##### Dataset

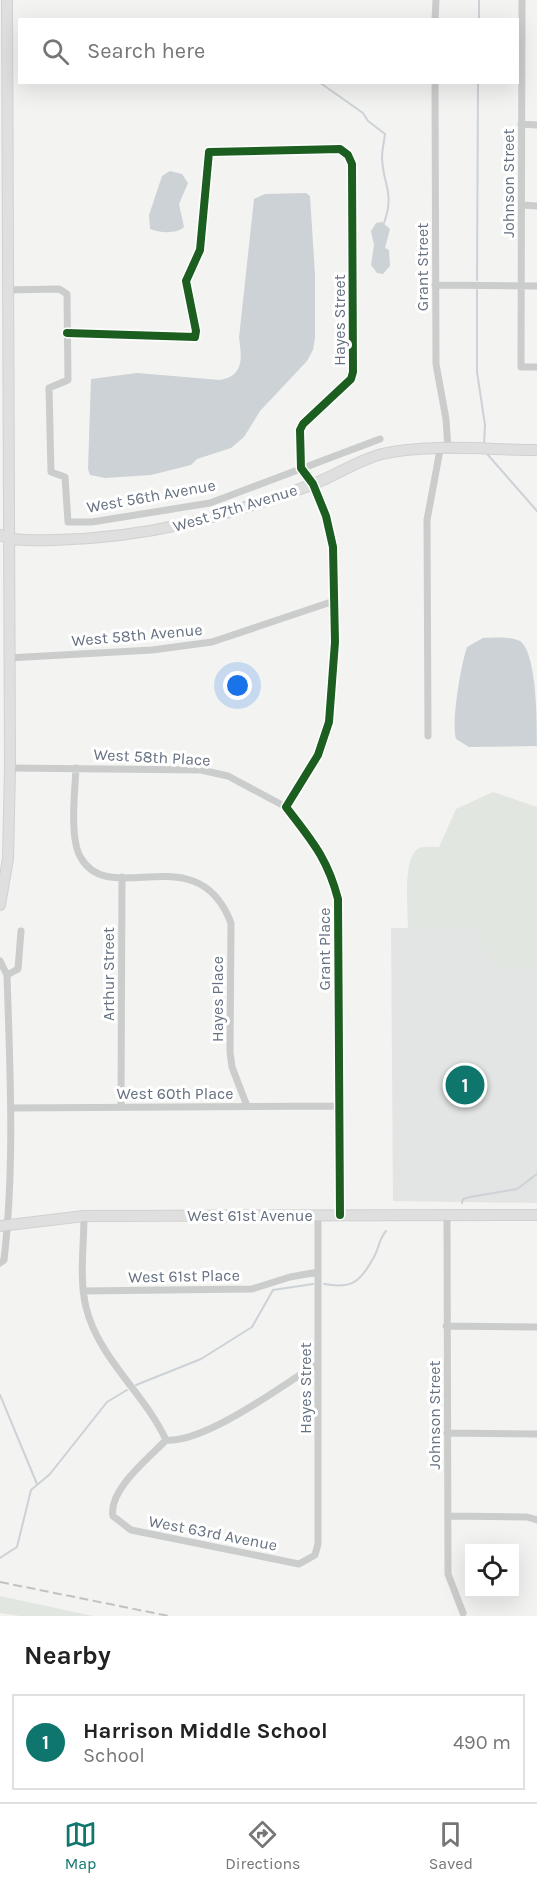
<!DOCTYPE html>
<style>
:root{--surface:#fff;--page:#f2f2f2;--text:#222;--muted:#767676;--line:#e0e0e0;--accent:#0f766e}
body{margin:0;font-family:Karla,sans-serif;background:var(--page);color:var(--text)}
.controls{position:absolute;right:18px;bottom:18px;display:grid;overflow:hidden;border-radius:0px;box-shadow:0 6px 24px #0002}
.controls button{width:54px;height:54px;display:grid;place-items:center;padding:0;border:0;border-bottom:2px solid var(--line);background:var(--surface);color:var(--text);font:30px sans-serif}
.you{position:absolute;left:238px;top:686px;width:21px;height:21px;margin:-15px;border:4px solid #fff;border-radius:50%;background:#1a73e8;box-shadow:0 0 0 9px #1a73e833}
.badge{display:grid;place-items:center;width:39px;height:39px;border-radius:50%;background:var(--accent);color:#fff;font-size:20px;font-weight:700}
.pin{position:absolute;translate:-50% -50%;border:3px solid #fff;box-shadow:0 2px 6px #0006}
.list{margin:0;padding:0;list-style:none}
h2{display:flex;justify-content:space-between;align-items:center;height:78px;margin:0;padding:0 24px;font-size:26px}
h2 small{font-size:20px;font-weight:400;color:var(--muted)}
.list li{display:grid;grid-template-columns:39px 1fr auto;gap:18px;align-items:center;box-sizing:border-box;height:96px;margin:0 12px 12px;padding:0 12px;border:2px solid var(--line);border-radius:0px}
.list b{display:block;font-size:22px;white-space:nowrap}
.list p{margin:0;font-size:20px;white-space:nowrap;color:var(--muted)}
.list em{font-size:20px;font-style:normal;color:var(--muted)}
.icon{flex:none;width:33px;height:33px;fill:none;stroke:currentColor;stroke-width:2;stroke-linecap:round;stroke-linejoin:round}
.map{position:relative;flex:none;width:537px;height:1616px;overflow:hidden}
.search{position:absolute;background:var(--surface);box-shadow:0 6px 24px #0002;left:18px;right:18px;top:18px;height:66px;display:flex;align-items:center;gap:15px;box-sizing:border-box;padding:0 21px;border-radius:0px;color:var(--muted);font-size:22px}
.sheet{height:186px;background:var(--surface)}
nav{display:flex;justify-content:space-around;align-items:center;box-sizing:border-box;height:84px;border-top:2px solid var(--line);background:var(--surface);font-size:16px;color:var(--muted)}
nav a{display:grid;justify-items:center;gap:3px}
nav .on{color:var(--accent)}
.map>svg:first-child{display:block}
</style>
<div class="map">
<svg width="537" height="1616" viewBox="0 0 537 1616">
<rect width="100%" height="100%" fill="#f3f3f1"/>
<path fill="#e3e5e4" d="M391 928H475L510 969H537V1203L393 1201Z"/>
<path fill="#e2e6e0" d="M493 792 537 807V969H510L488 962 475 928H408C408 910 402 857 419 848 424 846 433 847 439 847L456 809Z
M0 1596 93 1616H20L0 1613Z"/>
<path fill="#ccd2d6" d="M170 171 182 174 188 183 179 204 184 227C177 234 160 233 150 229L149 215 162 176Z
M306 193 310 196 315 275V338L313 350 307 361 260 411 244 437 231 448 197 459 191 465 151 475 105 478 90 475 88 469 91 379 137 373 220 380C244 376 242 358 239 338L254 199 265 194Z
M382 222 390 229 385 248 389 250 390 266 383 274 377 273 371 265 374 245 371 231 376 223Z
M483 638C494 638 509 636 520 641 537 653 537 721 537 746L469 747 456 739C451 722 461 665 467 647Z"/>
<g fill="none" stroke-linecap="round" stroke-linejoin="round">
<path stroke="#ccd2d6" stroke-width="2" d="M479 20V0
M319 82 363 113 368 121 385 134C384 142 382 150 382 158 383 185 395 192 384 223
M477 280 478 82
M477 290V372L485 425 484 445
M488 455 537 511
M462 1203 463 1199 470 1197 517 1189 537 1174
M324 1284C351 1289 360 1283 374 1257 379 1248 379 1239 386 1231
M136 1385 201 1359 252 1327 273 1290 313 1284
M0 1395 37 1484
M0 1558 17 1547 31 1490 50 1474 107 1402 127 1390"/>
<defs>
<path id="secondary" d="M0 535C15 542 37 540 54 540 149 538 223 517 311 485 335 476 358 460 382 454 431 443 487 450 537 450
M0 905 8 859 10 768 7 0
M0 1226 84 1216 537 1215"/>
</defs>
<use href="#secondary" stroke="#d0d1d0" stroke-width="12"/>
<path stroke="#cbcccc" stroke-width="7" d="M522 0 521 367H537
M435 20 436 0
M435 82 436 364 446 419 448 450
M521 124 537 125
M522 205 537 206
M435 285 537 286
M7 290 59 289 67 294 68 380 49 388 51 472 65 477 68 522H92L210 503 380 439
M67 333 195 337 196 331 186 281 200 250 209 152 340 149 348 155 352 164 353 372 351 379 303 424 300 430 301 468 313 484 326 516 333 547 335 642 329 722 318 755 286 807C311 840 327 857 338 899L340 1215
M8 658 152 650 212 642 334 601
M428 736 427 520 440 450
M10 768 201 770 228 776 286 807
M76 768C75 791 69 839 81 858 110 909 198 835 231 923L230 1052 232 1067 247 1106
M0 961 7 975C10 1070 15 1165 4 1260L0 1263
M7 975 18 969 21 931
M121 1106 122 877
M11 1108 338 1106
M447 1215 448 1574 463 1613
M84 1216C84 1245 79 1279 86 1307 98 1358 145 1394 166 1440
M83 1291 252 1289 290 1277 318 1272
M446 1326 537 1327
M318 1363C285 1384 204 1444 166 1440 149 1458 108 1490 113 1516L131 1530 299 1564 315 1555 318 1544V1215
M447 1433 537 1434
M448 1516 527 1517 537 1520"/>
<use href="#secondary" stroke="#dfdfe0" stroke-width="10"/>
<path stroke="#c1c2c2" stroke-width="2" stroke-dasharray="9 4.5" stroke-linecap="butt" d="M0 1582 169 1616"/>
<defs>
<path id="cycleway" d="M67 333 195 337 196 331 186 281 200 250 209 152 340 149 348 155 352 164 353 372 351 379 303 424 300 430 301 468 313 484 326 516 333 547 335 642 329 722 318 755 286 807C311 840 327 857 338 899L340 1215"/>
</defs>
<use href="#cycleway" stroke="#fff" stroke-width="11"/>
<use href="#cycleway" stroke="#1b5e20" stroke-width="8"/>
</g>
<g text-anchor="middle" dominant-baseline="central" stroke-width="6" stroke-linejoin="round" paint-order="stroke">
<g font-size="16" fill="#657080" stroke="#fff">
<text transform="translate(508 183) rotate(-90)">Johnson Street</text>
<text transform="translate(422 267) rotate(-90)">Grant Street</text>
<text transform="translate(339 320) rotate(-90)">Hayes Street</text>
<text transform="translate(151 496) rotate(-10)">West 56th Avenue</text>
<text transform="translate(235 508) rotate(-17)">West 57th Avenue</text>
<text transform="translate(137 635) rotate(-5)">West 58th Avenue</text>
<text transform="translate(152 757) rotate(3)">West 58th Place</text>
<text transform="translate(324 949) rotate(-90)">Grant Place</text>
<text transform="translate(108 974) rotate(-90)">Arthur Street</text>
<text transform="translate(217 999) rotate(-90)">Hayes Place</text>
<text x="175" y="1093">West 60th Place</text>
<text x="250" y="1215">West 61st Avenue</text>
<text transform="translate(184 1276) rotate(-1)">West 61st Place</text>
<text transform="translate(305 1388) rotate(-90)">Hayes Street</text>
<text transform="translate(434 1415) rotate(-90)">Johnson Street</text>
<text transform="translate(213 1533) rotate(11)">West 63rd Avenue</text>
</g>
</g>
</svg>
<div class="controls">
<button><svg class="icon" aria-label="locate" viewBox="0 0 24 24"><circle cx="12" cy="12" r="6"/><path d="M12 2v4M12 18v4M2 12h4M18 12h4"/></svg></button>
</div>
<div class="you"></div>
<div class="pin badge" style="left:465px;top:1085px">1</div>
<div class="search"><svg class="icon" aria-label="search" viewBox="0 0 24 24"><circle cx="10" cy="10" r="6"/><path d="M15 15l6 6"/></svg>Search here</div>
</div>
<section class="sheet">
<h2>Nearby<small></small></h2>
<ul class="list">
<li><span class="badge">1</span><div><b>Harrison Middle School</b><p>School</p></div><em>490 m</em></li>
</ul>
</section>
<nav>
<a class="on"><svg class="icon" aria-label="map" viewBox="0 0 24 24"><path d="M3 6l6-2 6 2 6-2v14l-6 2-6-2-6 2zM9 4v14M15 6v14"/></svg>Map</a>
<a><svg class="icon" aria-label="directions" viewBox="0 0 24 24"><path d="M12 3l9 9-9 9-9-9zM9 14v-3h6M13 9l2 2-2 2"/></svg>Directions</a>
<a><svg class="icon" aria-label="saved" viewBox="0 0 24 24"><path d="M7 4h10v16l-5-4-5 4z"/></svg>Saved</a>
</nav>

##########

## About this task
Beginning at the line with "12px 12px;padding:0 12px;border:2px" and stopping after the line with "M382 222 390", please write out every line of the data above exactly and nothing else.

## Result
.list li{display:grid;grid-template-columns:39px 1fr auto;gap:18px;align-items:center;box-sizing:border-box;height:96px;margin:0 12px 12px;padding:0 12px;border:2px solid var(--line);border-radius:0px}
.list b{display:block;font-size:22px;white-space:nowrap}
.list p{margin:0;font-size:20px;white-space:nowrap;color:var(--muted)}
.list em{font-size:20px;font-style:normal;color:var(--muted)}
.icon{flex:none;width:33px;height:33px;fill:none;stroke:currentColor;stroke-width:2;stroke-linecap:round;stroke-linejoin:round}
.map{position:relative;flex:none;width:537px;height:1616px;overflow:hidden}
.search{position:absolute;background:var(--surface);box-shadow:0 6px 24px #0002;left:18px;right:18px;top:18px;height:66px;display:flex;align-items:center;gap:15px;box-sizing:border-box;padding:0 21px;border-radius:0px;color:var(--muted);font-size:22px}
.sheet{height:186px;background:var(--surface)}
nav{display:flex;justify-content:space-around;align-items:center;box-sizing:border-box;height:84px;border-top:2px solid var(--line);background:var(--surface);font-size:16px;color:var(--muted)}
nav a{display:grid;justify-items:center;gap:3px}
nav .on{color:var(--accent)}
.map>svg:first-child{display:block}
</style>
<div class="map">
<svg width="537" height="1616" viewBox="0 0 537 1616">
<rect width="100%" height="100%" fill="#f3f3f1"/>
<path fill="#e3e5e4" d="M391 928H475L510 969H537V1203L393 1201Z"/>
<path fill="#e2e6e0" d="M493 792 537 807V969H510L488 962 475 928H408C408 910 402 857 419 848 424 846 433 847 439 847L456 809Z
M0 1596 93 1616H20L0 1613Z"/>
<path fill="#ccd2d6" d="M170 171 182 174 188 183 179 204 184 227C177 234 160 233 150 229L149 215 162 176Z
M306 193 310 196 315 275V338L313 350 307 361 260 411 244 437 231 448 197 459 191 465 151 475 105 478 90 475 88 469 91 379 137 373 220 380C244 376 242 358 239 338L254 199 265 194Z
M382 222 390 229 385 248 389 250 390 266 383 274 377 273 371 265 374 245 371 231 376 223Z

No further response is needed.